Using the records below, locate all lines containing "Quick" and return them.

—————

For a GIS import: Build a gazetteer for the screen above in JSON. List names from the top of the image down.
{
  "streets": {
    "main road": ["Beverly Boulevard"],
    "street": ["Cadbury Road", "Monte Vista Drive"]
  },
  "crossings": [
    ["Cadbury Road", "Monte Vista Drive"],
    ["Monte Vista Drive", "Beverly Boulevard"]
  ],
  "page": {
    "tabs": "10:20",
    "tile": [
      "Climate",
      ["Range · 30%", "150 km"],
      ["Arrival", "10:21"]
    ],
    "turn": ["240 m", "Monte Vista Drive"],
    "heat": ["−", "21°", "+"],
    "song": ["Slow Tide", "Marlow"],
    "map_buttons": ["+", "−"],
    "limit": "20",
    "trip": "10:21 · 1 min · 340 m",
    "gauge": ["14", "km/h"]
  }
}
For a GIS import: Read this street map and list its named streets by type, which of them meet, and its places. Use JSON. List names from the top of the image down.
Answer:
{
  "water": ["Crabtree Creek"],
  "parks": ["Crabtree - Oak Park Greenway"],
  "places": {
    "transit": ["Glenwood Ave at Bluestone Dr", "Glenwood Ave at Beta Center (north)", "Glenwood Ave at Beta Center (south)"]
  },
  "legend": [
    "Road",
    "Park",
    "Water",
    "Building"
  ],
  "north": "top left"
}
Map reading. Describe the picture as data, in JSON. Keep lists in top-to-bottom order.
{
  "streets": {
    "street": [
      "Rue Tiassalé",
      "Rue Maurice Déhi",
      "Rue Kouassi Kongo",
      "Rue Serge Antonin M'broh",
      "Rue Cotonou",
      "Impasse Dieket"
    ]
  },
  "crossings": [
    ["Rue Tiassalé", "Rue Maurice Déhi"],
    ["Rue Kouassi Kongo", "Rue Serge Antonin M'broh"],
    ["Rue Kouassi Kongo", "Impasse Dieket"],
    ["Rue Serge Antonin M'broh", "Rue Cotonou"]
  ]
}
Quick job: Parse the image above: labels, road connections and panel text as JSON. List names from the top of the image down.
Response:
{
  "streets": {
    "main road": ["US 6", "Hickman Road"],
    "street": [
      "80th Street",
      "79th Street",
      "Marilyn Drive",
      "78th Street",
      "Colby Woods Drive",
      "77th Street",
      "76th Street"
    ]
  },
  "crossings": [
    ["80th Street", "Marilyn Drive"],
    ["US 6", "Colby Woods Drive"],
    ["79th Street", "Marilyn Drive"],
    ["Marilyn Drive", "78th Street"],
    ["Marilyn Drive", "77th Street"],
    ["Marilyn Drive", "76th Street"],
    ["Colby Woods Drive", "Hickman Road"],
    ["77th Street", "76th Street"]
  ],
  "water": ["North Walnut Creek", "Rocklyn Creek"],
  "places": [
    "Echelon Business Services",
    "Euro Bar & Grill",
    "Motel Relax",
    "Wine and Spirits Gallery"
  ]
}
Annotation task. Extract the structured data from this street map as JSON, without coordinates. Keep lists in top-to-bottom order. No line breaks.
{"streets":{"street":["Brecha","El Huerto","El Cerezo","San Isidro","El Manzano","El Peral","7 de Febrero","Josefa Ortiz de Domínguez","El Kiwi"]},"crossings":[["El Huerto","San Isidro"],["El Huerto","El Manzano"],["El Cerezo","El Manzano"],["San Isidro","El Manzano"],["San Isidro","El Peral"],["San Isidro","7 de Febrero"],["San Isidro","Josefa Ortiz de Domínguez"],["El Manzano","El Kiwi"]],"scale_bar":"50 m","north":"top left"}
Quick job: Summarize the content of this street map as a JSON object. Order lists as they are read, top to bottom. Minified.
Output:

—————

§ Solution for this problem:
Quick job: Parse the image above: labels, road connections and panel text as JSON. List names from the top of the image down.
Quick job: Summarize the content of this street map as a JSON object. Order lists as they are read, top to bottom. Minified.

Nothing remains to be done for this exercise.